Царь Алексей Михайлович с семьею в Верховом саду
Рядом с креслом государя — другое, для Натальи Кирилловны. Для царевен лавки по сторонам. Сюда же и мама с царевичем Петром, рядом с мамой царевны Натальюшки, присесть захотела. Да не успела. Царевич у нее из рук выскользнул и кинулся прямо к пруду, к корбусику, красной с золотом маленькой лодочке, для потехи его припасенной.
— Кататься хочу! — закричал, а как увидал, что его мама ловить собралась, — к отцу бросился. — Дозволь мне, батюшка, в корбусике малость самую покататься.
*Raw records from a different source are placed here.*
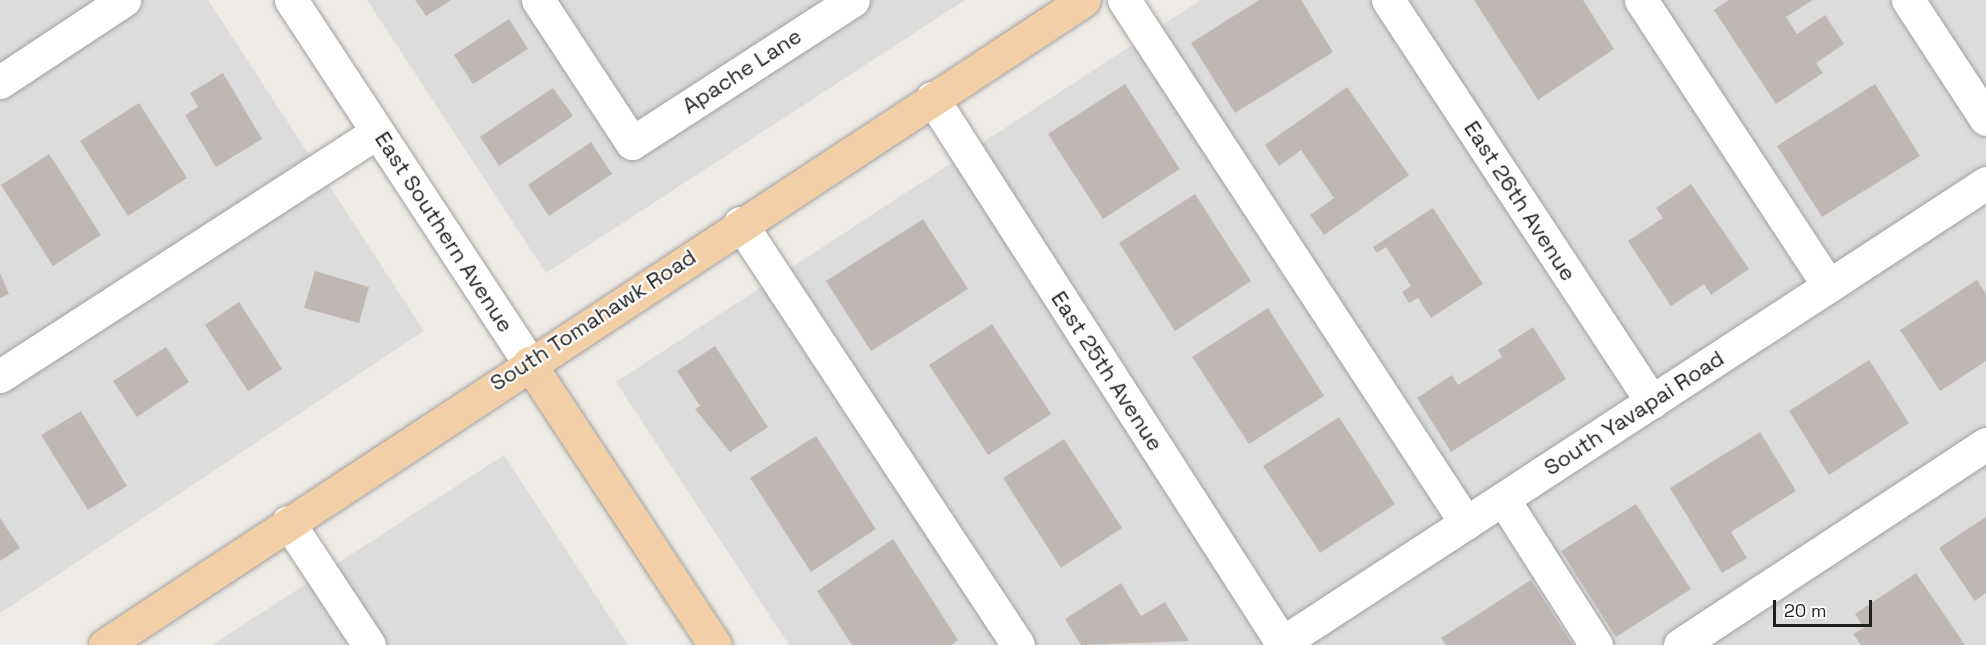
<!DOCTYPE html>
<style>
body{margin:0}
#map{position:relative;width:1986px;height:645px;overflow:hidden;background:#eeebe6;font-family:"Space Grotesk",sans-serif}
div>[style]{position:absolute}
.residential>*{inset:0;background:#dddcdc}
.building>*{inset:0;background:#bfb7b3}
.roads{filter:drop-shadow(0 0 2px #a0a0a0) drop-shadow(0 0 2px #a0a0a0)}
.minor>*{height:33px;margin:-16.5px;padding:0 16.5px;transform-origin:16.5px;border-radius:16.5px;background:#fff}
.major>*{height:33px;margin:-16.5px;padding:0 16.5px;transform-origin:16.5px;border-radius:16.5px;background:#f2cfa7}
span{translate:-50% -50%;white-space:nowrap;text-align:center;line-height:1.15;-webkit-text-stroke:4.5px #fff;paint-order:stroke}
.street-label{font-size:22px;color:#1f1f1f}
.scale{position:absolute;left:1773px;top:600px;width:99px;height:27px;box-sizing:border-box;border:3px solid #1f1f1f;border-top:0;padding-left:8px;font-size:18px;line-height:21px;white-space:nowrap;color:#1f1f1f;-webkit-text-stroke:4px #fff;paint-order:stroke}
</style>
<div id="map">
<div class="residential">
<i style="clip-path:polygon(0 0,208px 0,424px 331px,0 613px)"></i>
<i style="clip-path:polygon(367px 0,965px 0,546px 273px)"></i>
<i style="clip-path:polygon(1201px 0,1986px 0,1986px 645px,789px 645px,616px 382px)"></i>
<i style="clip-path:polygon(504px 455px,628px 645px,212px 645px)"></i>
</div>
<div class="building">
<i style="clip-path:polygon(415px 0,451px 0,426px 16px)"></i>
<i style="clip-path:polygon(1259px 0,1301px 0,1333px 52px,1235px 113px,1191px 43px)"></i>
<i style="clip-path:polygon(1474px 0,1583px 0,1614px 49px,1538px 100px)"></i>
<i style="clip-path:polygon(1729px 0,1813px 0,1786px 17px,1797px 34px,1825px 15px,1844px 44px,1816px 63px,1823px 73px,1776px 104px,1714px 10px)"></i>
<i style="clip-path:polygon(509px 19px,528px 49px,473px 84px,454px 55px)"></i>
<i style="clip-path:polygon(223px 73px,262px 139px,216px 167px,185px 115px,198px 107px,190px 93px)"></i>
<i style="clip-path:polygon(1125px 84px,1180px 169px,1103px 219px,1048px 134px)"></i>
<i style="clip-path:polygon(1875px 84px,1920px 156px,1822px 217px,1777px 146px)"></i>
<i style="clip-path:polygon(1347px 87px,1409px 175px,1324px 235px,1310px 215px,1334px 198px,1301px 150px,1279px 166px,1265px 145px)"></i>
<i style="clip-path:polygon(553px 88px,573px 116px,499px 166px,480px 137px)"></i>
<i style="clip-path:polygon(139px 103px,187px 178px,128px 216px,80px 141px)"></i>
<i style="clip-path:polygon(591px 142px,612px 174px,549px 216px,528px 185px)"></i>
<i style="clip-path:polygon(49px 154px,101px 235px,53px 266px,1px 185px)"></i>
<i style="clip-path:polygon(1691px 184px,1749px 269px,1711px 295px,1704px 284px,1671px 306px,1628px 241px,1663px 218px,1656px 208px)"></i>
<i style="clip-path:polygon(1195px 194px,1251px 281px,1175px 331px,1119px 243px)"></i>
<i style="clip-path:polygon(1433px 208px,1483px 284px,1431px 318px,1418px 298px,1409px 303px,1402px 292px,1411px 286px,1386px 247px,1377px 253px,1373px 247px)"></i>
<i style="clip-path:polygon(923px 219px,968px 289px,871px 351px,826px 281px)"></i>
<i style="clip-path:polygon(315px 271px,369px 287px,359px 323px,304px 308px)"></i>
<i style="clip-path:polygon(0 273px,9px 294px,0 298px)"></i>
<i style="clip-path:polygon(1977px 280px,1986px 294px,1986px 361px,1940px 391px,1900px 330px)"></i>
<i style="clip-path:polygon(239px 302px,282px 369px,248px 391px,205px 325px)"></i>
<i style="clip-path:polygon(1268px 308px,1324px 396px,1249px 444px,1192px 357px)"></i>
<i style="clip-path:polygon(992px 324px,1051px 414px,988px 455px,929px 365px)"></i>
<i style="clip-path:polygon(1533px 327px,1566px 379px,1451px 452px,1417px 398px,1452px 375px,1458px 385px,1502px 357px,1498px 350px)"></i>
<i style="clip-path:polygon(715px 346px,768px 427px,730px 452px,695px 409px,700px 406px,677px 371px)"></i>
<i style="clip-path:polygon(166px 347px,189px 382px,137px 417px,113px 381px)"></i>
<i style="clip-path:polygon(1869px 360px,1909px 423px,1829px 475px,1789px 411px)"></i>
<i style="clip-path:polygon(81px 411px,127px 486px,88px 510px,41px 435px)"></i>
<i style="clip-path:polygon(1339px 417px,1395px 504px,1320px 553px,1263px 466px)"></i>
<i style="clip-path:polygon(1760px 432px,1796px 491px,1731px 532px,1747px 558px,1722px 573px,1670px 488px)"></i>
<i style="clip-path:polygon(816px 436px,876px 529px,811px 572px,750px 478px)"></i>
<i style="clip-path:polygon(1064px 439px,1122px 528px,1061px 568px,1003px 478px)"></i>
<i style="clip-path:polygon(1636px 504px,1691px 589px,1616px 637px,1561px 551px)"></i>
<i style="clip-path:polygon(1986px 517px,1986px 593px,1975px 601px,1939px 548px)"></i>
<i style="clip-path:polygon(0 518px,20px 548px,0 561px)"></i>
<i style="clip-path:polygon(893px 539px,958px 640px,951px 645px,852px 645px,817px 591px)"></i>
<i style="clip-path:polygon(1916px 573px,1965px 645px,1861px 645px,1853px 634px,1864px 628px,1855px 614px)"></i>
<i style="clip-path:polygon(1531px 580px,1573px 645px,1446px 645px,1441px 638px)"></i>
<i style="clip-path:polygon(1121px 583px,1141px 616px,1165px 602px,1189px 641px,1081px 645px,1065px 619px)"></i>
</div>
<div class="roads">
<div class="minor">
<i style="left:291px;top:0;width:434px;rotate:56.7deg"></i>
<i style="left:538px;top:0;width:171px;rotate:56.7deg"></i>
<i style="left:632px;top:143px;width:263px;rotate:-32.9deg"></i>
<i style="left:1124px;top:0;width:625px;rotate:56.82deg"></i>
<i style="left:1388px;top:0;width:481px;rotate:56.7deg"></i>
<i style="left:1641px;top:0;width:342px;rotate:56.7deg"></i>
<i style="left:1908px;top:0;width:142px;rotate:56.8deg"></i>
<i style="left:0;top:82px;width:149px;rotate:-33.5deg"></i>
<i style="left:932px;top:98px;width:648px;rotate:57.29deg"></i>
<i style="left:1282px;top:643px;width:841px;rotate:-33.16deg"></i>
<i style="left:740px;top:223px;width:505px;rotate:56.62deg"></i>
<i style="left:0;top:376px;width:449px;rotate:-32.9deg"></i>
<i style="left:1503px;top:499px;width:173px;rotate:57.5deg"></i>
<i style="left:288px;top:522px;width:147px;rotate:56.6deg"></i>
<i style="left:1680px;top:645px;width:366px;rotate:-33.3deg"></i>
</div>
<div class="major">
<i style="left:529px;top:363px;width:338px;rotate:56.6deg"></i>
<i style="left:105px;top:645px;width:1172px;rotate:-33.38deg"></i>
</div>
</div>
<div class="street-label">
<span style="left:742px;top:71px;rotate:-33deg">Apache Lane</span>
<span style="left:1520px;top:201px;rotate:57deg">East 26th Avenue</span>
<span style="left:444px;top:232px;rotate:57deg">East Southern Avenue</span>
<span style="left:593px;top:320px;rotate:-33deg">South Tomahawk Road</span>
<span style="left:1107px;top:371px;rotate:57deg">East 25th Avenue</span>
<span style="left:1634px;top:413px;rotate:-33deg">South Yavapai Road</span>
</div>
<div class="scale">20 m</div>
</div>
— Катайся на здоровье, Петрушенька.
Слова против Наталья Кирилловна не сказала, только глаза ее тревожными сделались. Боялась она этих забав на воде. Не выдержала.
— Неравно опрокинется корбусик! — наклонившись, она царю прошептала.
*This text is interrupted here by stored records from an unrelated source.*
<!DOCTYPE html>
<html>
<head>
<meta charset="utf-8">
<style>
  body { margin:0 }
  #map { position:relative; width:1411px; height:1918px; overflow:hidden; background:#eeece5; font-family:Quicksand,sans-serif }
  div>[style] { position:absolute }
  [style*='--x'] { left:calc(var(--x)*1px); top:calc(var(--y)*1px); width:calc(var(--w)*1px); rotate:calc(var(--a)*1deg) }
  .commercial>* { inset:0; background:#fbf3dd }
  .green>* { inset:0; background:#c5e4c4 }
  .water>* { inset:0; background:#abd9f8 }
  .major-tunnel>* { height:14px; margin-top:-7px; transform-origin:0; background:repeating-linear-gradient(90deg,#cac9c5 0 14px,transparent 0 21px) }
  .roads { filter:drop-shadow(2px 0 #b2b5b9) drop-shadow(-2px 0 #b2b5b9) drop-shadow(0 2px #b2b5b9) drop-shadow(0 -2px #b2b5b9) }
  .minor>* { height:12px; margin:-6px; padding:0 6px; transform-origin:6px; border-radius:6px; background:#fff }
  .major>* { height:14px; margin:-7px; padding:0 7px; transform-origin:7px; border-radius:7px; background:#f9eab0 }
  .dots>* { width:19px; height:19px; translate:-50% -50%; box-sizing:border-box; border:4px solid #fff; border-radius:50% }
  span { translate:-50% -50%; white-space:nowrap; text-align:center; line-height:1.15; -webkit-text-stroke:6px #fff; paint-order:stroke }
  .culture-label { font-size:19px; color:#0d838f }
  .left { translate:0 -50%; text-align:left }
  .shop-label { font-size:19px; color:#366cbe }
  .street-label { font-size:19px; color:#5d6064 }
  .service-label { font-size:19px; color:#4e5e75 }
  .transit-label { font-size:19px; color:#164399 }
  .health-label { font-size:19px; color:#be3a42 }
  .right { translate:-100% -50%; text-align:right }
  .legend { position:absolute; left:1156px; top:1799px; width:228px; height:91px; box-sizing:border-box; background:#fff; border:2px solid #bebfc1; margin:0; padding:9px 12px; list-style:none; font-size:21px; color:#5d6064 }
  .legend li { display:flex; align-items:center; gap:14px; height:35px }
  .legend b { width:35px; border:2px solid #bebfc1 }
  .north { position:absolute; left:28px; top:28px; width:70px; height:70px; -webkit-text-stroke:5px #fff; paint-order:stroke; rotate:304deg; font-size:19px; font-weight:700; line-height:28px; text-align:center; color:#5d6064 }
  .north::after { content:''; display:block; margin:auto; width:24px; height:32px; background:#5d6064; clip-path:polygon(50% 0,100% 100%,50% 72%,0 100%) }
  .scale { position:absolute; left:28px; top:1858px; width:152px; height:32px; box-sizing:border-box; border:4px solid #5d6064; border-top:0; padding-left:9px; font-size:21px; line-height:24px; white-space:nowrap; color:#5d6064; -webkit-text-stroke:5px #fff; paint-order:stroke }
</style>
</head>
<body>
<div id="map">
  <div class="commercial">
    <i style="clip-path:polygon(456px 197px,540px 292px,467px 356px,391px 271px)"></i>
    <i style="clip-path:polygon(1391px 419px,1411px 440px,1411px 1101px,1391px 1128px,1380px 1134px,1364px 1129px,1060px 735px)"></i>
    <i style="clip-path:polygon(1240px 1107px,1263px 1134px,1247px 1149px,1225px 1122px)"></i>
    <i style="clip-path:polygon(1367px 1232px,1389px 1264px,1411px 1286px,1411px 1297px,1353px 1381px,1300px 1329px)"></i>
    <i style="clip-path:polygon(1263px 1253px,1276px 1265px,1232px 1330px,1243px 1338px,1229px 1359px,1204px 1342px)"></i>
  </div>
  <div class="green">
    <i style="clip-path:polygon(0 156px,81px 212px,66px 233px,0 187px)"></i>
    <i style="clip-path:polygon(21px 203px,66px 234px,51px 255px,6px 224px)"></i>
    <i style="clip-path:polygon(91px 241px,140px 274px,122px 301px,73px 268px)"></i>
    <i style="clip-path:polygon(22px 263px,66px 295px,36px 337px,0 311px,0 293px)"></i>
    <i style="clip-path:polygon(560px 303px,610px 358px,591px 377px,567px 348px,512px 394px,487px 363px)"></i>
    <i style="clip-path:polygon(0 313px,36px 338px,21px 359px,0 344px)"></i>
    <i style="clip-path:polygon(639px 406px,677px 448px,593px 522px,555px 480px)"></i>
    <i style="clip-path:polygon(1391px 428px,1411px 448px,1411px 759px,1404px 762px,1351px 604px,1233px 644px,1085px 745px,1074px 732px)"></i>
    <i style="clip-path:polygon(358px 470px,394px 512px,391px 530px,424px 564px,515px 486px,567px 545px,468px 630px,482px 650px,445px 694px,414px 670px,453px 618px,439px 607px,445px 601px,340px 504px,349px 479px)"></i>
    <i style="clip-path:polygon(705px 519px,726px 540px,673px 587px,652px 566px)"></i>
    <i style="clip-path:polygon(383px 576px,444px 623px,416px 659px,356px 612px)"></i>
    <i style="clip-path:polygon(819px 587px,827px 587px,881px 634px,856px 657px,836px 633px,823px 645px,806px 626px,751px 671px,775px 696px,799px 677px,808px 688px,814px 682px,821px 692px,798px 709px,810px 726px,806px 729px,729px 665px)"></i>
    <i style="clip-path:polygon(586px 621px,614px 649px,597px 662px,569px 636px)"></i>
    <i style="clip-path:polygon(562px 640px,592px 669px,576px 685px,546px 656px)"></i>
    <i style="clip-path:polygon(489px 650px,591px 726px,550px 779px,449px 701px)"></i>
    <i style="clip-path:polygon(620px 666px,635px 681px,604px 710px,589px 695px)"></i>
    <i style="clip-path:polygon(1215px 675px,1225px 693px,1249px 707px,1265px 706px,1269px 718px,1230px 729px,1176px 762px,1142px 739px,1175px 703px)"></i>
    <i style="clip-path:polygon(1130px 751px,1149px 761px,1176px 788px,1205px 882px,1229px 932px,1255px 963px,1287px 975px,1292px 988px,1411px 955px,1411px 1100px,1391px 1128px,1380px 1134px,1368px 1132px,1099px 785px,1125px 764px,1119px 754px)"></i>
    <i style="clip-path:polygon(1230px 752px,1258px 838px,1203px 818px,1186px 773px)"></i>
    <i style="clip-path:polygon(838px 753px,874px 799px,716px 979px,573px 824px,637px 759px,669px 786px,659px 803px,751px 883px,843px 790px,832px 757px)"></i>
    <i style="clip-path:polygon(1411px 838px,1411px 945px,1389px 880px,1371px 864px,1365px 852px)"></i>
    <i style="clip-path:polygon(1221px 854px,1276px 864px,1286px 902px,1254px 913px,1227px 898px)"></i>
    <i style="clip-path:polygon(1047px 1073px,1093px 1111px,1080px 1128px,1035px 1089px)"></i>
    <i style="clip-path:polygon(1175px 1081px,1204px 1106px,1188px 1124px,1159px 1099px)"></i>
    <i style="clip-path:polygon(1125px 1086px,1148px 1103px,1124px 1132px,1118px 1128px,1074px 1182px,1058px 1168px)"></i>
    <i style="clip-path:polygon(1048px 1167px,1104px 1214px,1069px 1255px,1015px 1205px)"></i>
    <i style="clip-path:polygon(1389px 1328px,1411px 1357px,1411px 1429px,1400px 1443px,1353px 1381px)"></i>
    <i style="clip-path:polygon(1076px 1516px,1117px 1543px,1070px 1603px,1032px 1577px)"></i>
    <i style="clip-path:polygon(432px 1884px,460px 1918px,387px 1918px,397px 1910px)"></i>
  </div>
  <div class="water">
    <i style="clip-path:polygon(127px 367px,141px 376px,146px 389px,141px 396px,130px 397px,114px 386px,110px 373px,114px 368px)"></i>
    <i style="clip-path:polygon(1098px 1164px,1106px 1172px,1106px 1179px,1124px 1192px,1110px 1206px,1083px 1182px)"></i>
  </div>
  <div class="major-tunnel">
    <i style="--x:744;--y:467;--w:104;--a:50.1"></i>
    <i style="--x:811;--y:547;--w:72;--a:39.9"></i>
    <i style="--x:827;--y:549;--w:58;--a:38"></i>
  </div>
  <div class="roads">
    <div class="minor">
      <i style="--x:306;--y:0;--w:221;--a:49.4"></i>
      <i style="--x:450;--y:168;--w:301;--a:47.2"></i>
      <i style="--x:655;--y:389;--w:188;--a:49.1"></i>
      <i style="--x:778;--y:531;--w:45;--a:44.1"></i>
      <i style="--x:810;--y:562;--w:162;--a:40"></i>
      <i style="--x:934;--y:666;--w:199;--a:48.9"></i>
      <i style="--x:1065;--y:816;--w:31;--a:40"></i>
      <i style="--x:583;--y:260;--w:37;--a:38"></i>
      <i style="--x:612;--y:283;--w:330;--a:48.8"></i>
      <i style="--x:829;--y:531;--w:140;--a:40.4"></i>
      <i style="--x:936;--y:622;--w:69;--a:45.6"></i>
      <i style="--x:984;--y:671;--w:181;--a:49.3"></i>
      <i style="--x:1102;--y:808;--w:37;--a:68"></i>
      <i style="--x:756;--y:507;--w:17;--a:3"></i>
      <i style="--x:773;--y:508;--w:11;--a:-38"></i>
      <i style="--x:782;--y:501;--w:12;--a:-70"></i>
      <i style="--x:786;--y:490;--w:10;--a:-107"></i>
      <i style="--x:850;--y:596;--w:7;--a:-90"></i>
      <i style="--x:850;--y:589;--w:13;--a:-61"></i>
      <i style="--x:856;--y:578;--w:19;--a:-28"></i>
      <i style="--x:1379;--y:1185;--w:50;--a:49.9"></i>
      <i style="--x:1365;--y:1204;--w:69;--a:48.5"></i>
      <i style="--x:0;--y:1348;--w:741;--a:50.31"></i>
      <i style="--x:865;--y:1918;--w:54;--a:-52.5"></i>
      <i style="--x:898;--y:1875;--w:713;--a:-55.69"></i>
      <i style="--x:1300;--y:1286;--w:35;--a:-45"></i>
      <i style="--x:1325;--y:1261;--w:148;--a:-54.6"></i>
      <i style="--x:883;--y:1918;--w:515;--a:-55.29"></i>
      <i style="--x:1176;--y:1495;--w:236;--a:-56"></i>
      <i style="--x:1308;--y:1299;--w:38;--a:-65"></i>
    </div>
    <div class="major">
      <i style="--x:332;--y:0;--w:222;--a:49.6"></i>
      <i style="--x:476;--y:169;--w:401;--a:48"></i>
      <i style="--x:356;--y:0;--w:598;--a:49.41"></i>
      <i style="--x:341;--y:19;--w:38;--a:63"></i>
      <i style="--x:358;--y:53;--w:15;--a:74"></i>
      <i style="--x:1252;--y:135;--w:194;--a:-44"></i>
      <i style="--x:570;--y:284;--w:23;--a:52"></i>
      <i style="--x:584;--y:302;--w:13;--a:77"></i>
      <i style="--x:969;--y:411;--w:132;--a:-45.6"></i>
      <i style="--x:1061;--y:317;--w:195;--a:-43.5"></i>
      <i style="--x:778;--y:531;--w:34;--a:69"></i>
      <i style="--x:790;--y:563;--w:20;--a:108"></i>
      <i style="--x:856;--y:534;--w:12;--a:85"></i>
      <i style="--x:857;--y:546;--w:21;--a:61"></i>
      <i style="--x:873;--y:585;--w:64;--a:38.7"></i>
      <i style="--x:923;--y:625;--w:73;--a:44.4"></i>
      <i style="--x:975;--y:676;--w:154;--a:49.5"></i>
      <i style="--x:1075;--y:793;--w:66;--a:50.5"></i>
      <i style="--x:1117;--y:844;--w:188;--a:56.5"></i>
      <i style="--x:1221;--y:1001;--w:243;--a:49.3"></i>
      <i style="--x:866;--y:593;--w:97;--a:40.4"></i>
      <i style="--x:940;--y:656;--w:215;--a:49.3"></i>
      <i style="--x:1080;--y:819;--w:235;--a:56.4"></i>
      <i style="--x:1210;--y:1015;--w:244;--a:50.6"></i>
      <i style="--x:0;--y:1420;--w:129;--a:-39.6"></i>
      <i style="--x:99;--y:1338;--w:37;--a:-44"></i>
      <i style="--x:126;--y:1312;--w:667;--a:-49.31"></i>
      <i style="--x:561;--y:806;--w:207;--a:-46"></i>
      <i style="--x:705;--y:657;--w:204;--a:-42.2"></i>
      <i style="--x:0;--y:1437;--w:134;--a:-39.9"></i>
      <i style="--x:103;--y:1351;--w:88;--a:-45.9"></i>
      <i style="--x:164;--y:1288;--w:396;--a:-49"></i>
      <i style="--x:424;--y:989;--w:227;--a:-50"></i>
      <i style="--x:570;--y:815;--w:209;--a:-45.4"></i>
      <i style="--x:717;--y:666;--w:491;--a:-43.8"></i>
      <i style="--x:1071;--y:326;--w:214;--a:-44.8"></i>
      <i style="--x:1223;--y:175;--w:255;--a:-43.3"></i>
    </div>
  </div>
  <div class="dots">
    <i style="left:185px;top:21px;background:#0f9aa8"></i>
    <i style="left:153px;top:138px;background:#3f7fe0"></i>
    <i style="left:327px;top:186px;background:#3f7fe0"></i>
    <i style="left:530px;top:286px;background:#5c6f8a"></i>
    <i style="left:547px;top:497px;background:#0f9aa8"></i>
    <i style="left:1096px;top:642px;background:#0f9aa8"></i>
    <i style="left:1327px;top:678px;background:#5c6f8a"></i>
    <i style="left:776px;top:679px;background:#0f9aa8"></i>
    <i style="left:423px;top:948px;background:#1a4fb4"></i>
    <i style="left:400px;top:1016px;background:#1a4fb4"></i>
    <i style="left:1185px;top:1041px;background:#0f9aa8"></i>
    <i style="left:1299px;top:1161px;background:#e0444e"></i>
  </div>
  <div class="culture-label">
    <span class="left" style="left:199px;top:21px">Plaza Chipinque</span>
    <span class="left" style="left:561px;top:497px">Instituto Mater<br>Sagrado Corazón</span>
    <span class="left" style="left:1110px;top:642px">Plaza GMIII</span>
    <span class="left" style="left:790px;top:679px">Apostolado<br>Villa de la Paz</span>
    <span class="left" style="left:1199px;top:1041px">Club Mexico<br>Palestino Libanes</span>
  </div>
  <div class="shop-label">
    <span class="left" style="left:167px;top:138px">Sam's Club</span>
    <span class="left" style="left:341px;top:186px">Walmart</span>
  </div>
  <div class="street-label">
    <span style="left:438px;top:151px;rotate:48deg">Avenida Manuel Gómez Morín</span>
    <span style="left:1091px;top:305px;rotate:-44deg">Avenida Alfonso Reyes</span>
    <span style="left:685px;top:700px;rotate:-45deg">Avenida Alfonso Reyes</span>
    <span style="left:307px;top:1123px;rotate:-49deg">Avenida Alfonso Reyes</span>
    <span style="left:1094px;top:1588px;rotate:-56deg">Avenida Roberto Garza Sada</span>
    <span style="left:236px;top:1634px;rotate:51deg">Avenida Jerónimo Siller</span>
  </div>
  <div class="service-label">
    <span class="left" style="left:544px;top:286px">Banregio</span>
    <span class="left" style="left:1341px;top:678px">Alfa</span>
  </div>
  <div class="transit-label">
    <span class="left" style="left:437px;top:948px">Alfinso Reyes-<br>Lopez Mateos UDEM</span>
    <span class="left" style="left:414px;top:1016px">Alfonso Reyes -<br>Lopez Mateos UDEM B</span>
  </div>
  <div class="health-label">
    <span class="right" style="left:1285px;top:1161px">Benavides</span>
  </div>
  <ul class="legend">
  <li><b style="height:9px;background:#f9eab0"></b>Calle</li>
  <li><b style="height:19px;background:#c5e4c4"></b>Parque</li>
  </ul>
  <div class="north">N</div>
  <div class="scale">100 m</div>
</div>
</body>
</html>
— А глубина-то всего два аршина! Выловим, — засмеялся Алексей Михайлович.
Здоровый, смышленый растет у него сынок. Ничего не боится. Не в Иванушку.
Алексей Михайлович отыскивает глазами среднего сына. Рядом с Федосьюшкой на лавке царевич пристроился. Лицо бледное, одутловатое. Глаза большие, растерянные, словно незрячие.
«Главою скорбен», — мелькает в мыслях у царя. И другой старший сын, Федор-наследник, отца печалит. Разумом бог царевича не обидел, всякими науками умудрил, сердцем золотым наделил, одного не дал — здоровья. Редкий день в полном здоровье царевич проводит. Бабы-лекарки из покоев его не выходят. Мама, Анна Петровна Хитрово, за царевичем ходит, как дитя малое бережет его. Ею только наследник и держится.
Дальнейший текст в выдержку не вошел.